Masked Autoencoder with VisionTransformer backbone. |
Module Contents
- class minerva.models.nets.sfm.MaskedAutoencoderViT(img_size=224, patch_size=16, in_chans=1, embed_dim=1024, depth=24, num_heads=16, decoder_embed_dim=512, decoder_depth=8, decoder_num_heads=16, mlp_ratio=4.0, norm_layer=nn.LayerNorm, norm_pix_loss=False)

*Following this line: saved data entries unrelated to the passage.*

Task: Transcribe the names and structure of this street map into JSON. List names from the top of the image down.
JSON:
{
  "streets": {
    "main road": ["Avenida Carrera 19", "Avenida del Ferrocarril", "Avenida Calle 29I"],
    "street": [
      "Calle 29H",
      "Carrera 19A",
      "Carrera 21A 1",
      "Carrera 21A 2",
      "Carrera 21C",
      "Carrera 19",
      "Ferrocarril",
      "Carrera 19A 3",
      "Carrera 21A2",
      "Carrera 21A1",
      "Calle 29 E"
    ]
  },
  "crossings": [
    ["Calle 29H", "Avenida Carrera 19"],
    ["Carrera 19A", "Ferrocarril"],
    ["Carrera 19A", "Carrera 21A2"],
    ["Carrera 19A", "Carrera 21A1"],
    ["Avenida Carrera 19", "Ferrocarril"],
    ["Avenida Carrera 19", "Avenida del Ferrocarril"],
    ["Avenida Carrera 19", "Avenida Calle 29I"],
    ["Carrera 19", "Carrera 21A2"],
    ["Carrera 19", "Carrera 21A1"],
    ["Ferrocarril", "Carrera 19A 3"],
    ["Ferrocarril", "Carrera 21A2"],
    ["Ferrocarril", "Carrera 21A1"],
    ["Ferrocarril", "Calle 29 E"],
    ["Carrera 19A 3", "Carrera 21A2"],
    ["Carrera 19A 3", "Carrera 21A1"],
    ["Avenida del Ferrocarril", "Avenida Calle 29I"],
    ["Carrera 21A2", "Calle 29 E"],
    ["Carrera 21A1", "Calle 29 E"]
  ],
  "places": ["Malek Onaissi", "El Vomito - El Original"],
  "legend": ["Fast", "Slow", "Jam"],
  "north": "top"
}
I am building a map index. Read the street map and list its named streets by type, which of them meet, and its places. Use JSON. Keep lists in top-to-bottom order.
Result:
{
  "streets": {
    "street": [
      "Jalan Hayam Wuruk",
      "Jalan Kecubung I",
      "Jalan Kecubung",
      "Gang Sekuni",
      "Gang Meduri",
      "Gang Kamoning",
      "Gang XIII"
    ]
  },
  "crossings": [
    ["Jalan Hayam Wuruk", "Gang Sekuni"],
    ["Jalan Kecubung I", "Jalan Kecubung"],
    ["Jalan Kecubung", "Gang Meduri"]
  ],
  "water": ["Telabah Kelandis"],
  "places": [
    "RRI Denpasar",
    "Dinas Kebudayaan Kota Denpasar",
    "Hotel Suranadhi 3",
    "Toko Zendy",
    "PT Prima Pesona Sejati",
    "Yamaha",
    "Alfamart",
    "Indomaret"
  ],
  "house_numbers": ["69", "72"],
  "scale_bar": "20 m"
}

Masked Autoencoder with VisionTransformer backbone.
- Args:
img_size (int): Size of input image. patch_size (int): Size of image patch. in_chans (int): Number of input channels. embed_dim (int): Dimension of token embeddings. depth (int): Number of transformer blocks. num_heads (int): Number of attention heads. decoder_embed_dim (int): Dimension of decoder embeddings. decoder_depth (int): Number of decoder transformer blocks. decoder_num_heads (int): Number of decoder attention heads. mlp_ratio (float): Ratio of MLP hidden layer size to embedding size. norm_layer (torch.nn.LayerNorm): Normalization layer. norm_pix_loss (bool): Whether to normalize pixel loss.
- References:
- _init_weights(m)
- configure_optimizers()
Configure optimizer.
- Returns:
torch.optim.Optimizer: Optimizer.
- forward(imgs, mask_ratio=0.75)
Forward pass.
- Args:
imgs (torch.Tensor): Input images of shape (N, C, H, W). mask_ratio (float): Ratio of values to mask.
- Returns:
Tuple[torch.Tensor, torch.Tensor, torch.Tensor]: Loss value, predicted output, binary mask.

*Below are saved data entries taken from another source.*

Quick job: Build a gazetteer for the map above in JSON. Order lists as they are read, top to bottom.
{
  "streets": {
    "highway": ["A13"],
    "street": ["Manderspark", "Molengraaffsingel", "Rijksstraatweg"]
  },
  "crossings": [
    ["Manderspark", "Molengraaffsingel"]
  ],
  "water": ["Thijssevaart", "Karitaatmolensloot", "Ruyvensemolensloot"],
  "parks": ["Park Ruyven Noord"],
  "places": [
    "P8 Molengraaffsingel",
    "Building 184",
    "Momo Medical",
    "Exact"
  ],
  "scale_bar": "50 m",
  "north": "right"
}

- forward_decoder(x, ids_restore)
Forward pass through the decoder.
- Args:
x (torch.Tensor): Input tensor of shape (N, L, D). ids_restore (torch.Tensor): Indices to restore the original order of patches.
- Returns:
torch.Tensor: Decoded output tensor of shape (N, L, patch_size^2 * in_chans).

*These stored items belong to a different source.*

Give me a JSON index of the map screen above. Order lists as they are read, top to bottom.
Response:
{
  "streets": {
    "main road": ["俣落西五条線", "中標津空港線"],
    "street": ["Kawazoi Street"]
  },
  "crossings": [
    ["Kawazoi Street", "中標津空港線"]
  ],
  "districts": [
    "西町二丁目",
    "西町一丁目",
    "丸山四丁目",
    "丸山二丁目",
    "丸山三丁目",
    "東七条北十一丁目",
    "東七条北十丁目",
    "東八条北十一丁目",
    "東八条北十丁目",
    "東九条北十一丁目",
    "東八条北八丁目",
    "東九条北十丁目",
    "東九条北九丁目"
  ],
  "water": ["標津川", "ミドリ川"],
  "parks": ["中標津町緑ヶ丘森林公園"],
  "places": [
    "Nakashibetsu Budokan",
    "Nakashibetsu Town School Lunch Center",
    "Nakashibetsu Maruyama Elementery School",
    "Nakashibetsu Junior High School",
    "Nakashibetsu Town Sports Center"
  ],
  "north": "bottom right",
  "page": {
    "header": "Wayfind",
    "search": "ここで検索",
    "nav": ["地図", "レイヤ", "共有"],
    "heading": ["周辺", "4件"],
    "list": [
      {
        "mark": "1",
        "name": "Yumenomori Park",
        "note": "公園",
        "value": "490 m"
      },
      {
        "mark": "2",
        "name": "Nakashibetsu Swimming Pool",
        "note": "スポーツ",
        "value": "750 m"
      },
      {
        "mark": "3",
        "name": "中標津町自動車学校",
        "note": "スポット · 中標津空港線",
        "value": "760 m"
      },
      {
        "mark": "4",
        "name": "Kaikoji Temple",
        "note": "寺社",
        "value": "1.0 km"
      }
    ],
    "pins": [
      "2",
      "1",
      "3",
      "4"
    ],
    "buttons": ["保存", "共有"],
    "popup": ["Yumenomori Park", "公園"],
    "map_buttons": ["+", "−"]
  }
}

- forward_encoder(x, mask_ratio)
Forward pass through the encoder.
- Args:
x (torch.Tensor): Input tensor of shape (N, C, H, W). mask_ratio (float): Ratio of values to mask.
- Returns:
Tuple[torch.Tensor, torch.Tensor, torch.Tensor]: Encoded representation, binary mask, shuffled indices.
- forward_loss(imgs, pred, mask)
Calculate the loss.
- Args:
imgs (torch.Tensor): Input images of shape (N, C, H, W). pred (torch.Tensor): Predicted output of shape (N, L, patch_size^2 * in_chans). mask (torch.Tensor): Binary mask of shape (N, L).
- Returns:
torch.Tensor: Computed loss value.
- initialize_weights()
- patchify(imgs)
Extract patches from input images.
- Args:
imgs (torch.Tensor): Input images of shape (N, C, H, W).
- Returns:
torch.Tensor: Patches of shape (N, num_patches, patch_size^2 * in_chans).
- random_masking(x, mask_ratio)
Perform per-sample random masking by per-sample shuffling.
- Args:
x (torch.Tensor): Input tensor of shape (N, L, D). mask_ratio (float): Ratio of values to mask.
- Returns:
Tuple[torch.Tensor, torch.Tensor, torch.Tensor]: Masked input, binary mask, shuffled indices.
- training_step(batch, batch_idx)
Training step.
- Args:
batch (Tuple[torch.Tensor]): Input batch of images and corresponding labels. batch_idx (int): Index of the current batch.
- Returns:
Dict[str, torch.Tensor]: Dictionary containing the loss value for the current step.
- unpatchify(x)
Reconstruct images from patches.
- Args:
x (torch.Tensor): Patches of shape (N, L, patch_size^2 * in_chans).
- Returns:
torch.Tensor: Reconstructed images of shape (N, C, H, W).
- validation_step(batch, batch_idx)
Validation step.
- Args:
batch (Tuple[torch.Tensor]): Input batch of images and corresponding labels. batch_idx (int): Index of the current batch.
- Returns:
Dict[str, torch.Tensor]: Dictionary containing the loss value for the current step.
- minerva.models.nets.sfm.mae_vit_base_patch16
- minerva.models.nets.sfm.mae_vit_base_patch16D4d256
- minerva.models.nets.sfm.mae_vit_huge_patch14
- minerva.models.nets.sfm.mae_vit_large_patch16
- minerva.models.nets.sfm.mae_vit_large_patch16D4d256
- minerva.models.nets.sfm.mae_vit_small_patch16